MATERIAL SUPPLIED >>
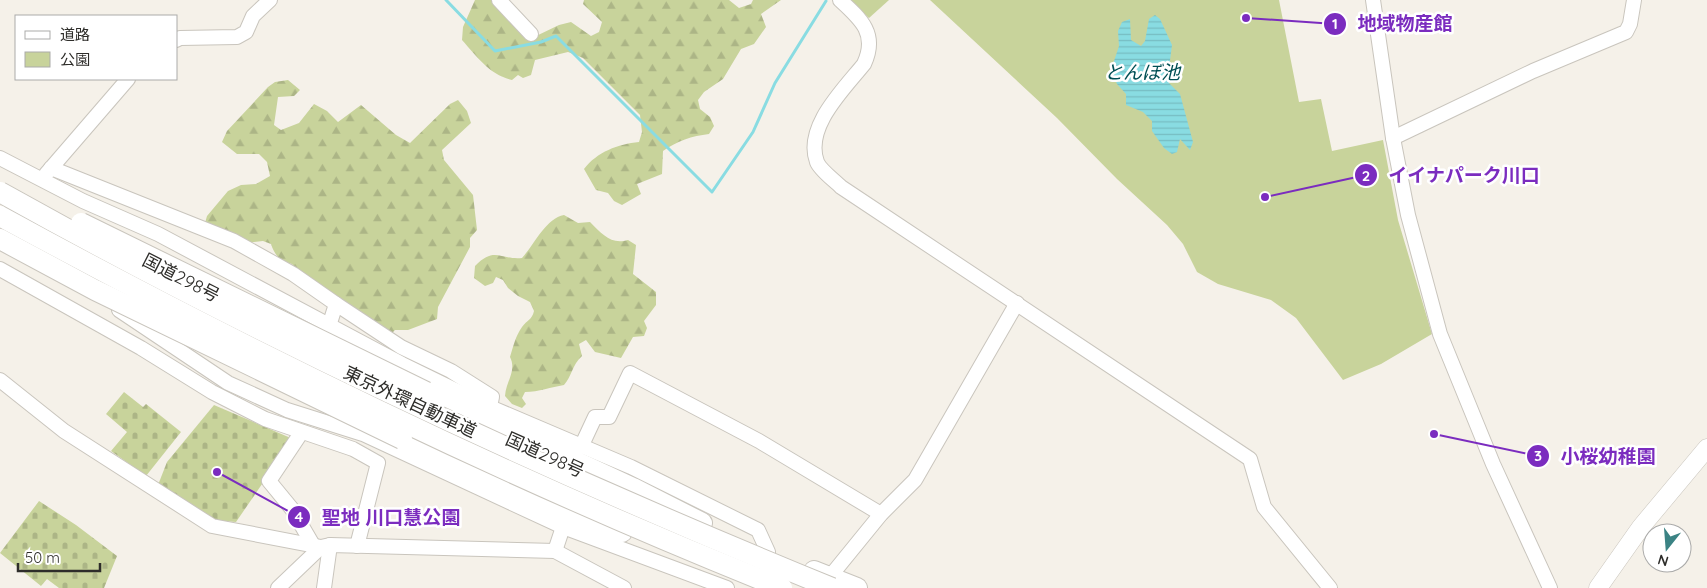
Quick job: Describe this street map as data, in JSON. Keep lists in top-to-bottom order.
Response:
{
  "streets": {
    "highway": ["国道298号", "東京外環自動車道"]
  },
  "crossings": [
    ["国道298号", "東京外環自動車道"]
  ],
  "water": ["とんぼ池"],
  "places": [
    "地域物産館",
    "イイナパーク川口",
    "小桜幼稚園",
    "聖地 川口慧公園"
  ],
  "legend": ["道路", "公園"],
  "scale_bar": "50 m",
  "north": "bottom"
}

WORK ITEM >>
Take each line from the records and copy it unchanged, leaving images out.

FINISHED TASK >>
Quick job: Describe this street map as data, in JSON. Keep lists in top-to-bottom order.
Response:
{
  "streets": {
    "highway": ["国道298号", "東京外環自動車道"]
  },
  "crossings": [
    ["国道298号", "東京外環自動車道"]
  ],
  "water": ["とんぼ池"],
  "places": [
    "地域物産館",
    "イイナパーク川口",
    "小桜幼稚園",
    "聖地 川口慧公園"
  ],
  "legend": ["道路", "公園"],
  "scale_bar": "50 m",
  "north": "bottom"
}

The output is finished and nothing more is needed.